▸ EXERCISE DIRECTIONS: Please reproduce the entries exactly as they appear below, but not the pictures.

Stored items:
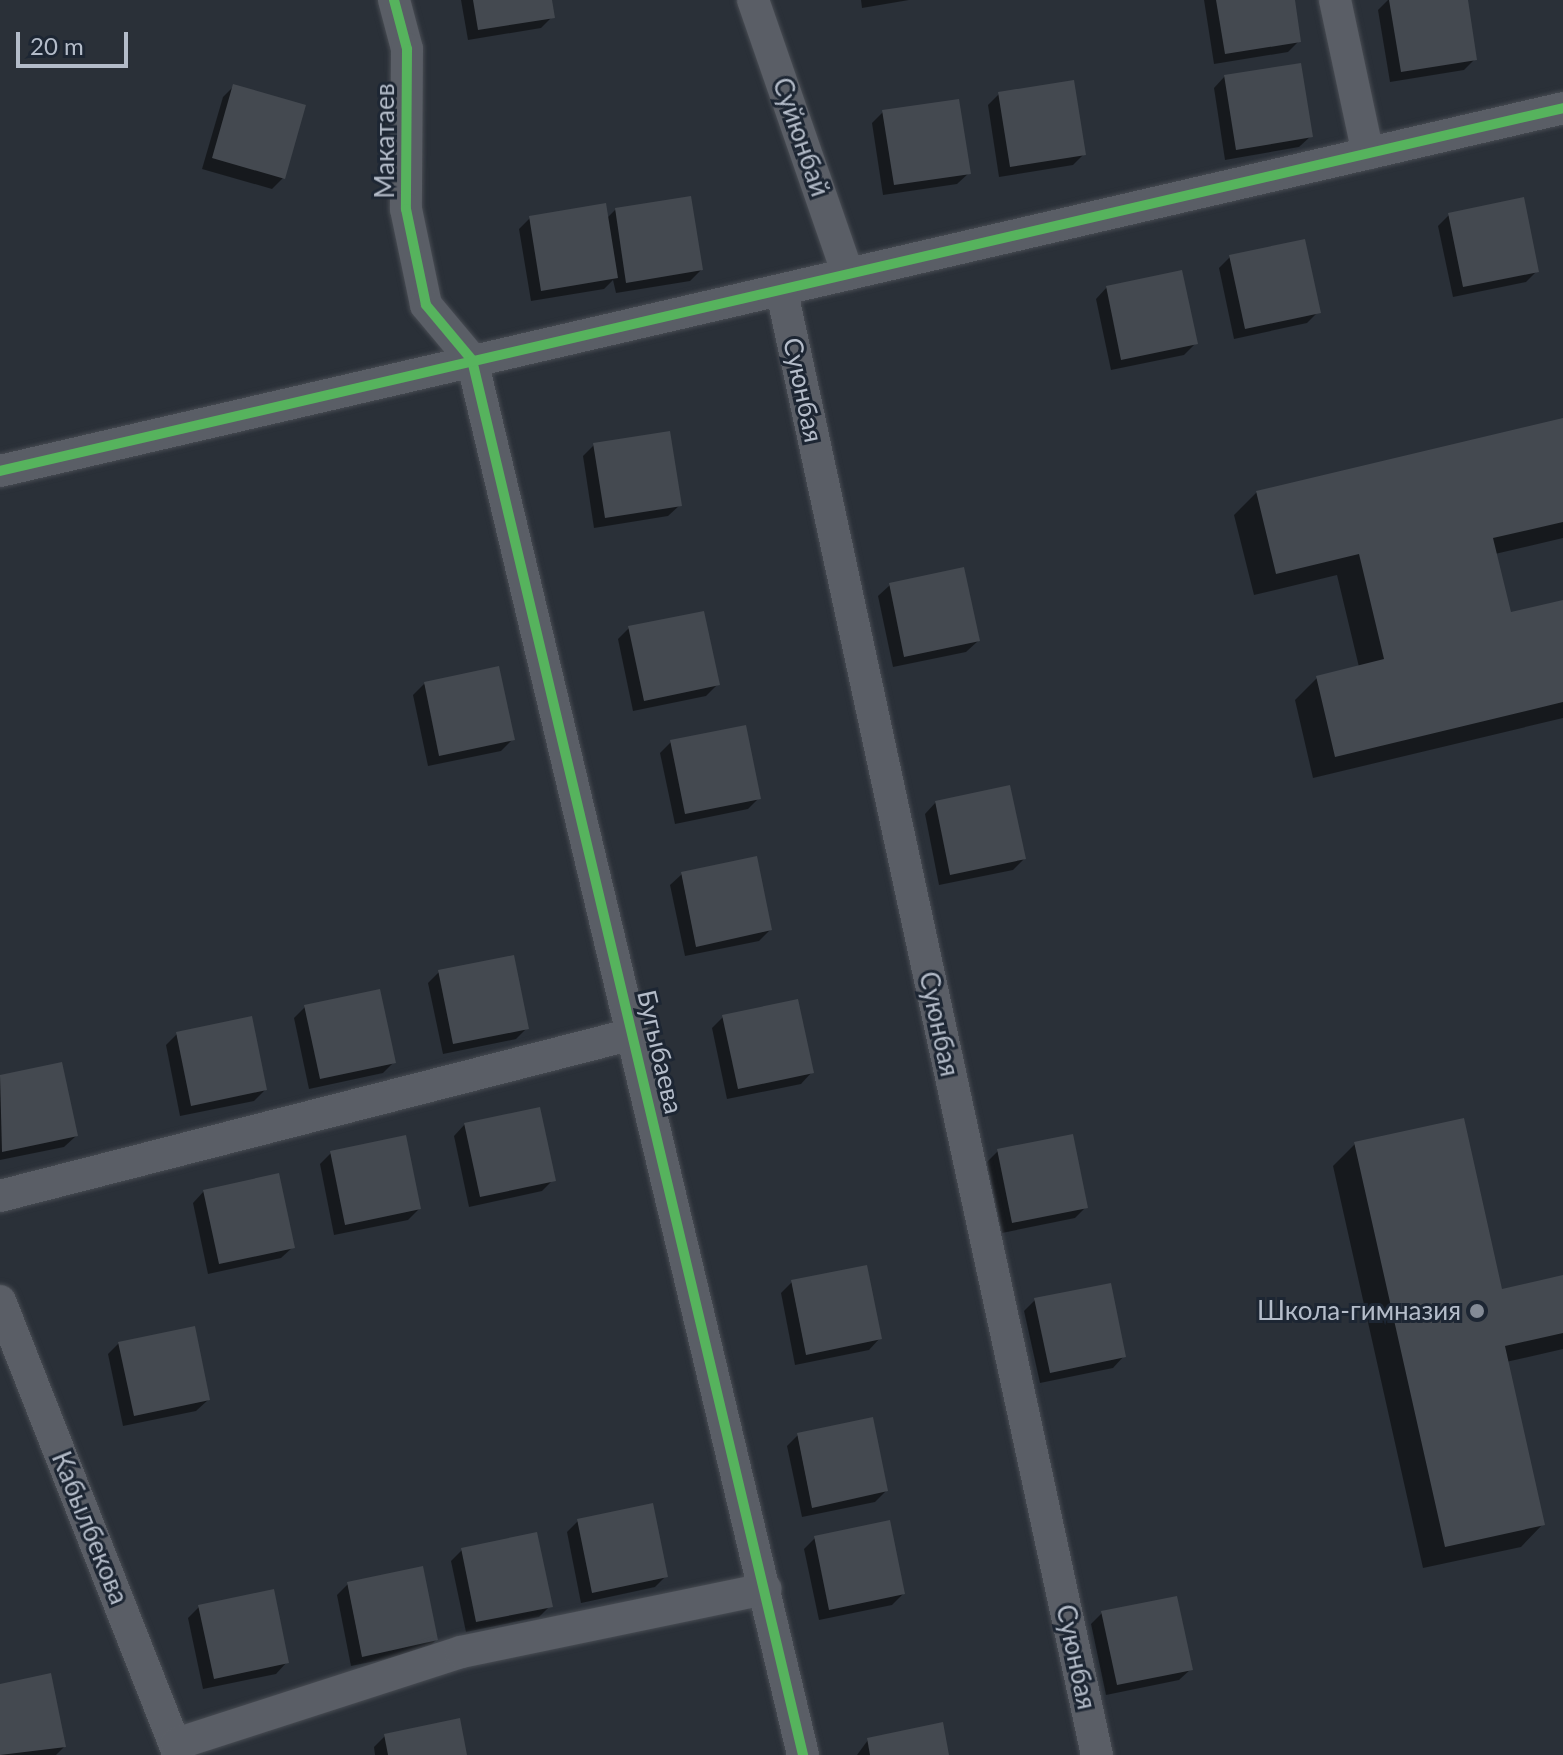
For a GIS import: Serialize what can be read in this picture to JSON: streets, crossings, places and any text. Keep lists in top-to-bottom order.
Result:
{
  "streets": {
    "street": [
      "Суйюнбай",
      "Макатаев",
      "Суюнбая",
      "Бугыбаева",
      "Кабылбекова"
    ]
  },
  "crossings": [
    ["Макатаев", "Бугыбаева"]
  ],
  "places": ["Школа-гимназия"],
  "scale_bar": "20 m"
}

▸ ANSWER TO THIS EXERCISE:
For a GIS import: Serialize what can be read in this picture to JSON: streets, crossings, places and any text. Keep lists in top-to-bottom order.
Result:
{
  "streets": {
    "street": [
      "Суйюнбай",
      "Макатаев",
      "Суюнбая",
      "Бугыбаева",
      "Кабылбекова"
    ]
  },
  "crossings": [
    ["Макатаев", "Бугыбаева"]
  ],
  "places": ["Школа-гимназия"],
  "scale_bar": "20 m"
}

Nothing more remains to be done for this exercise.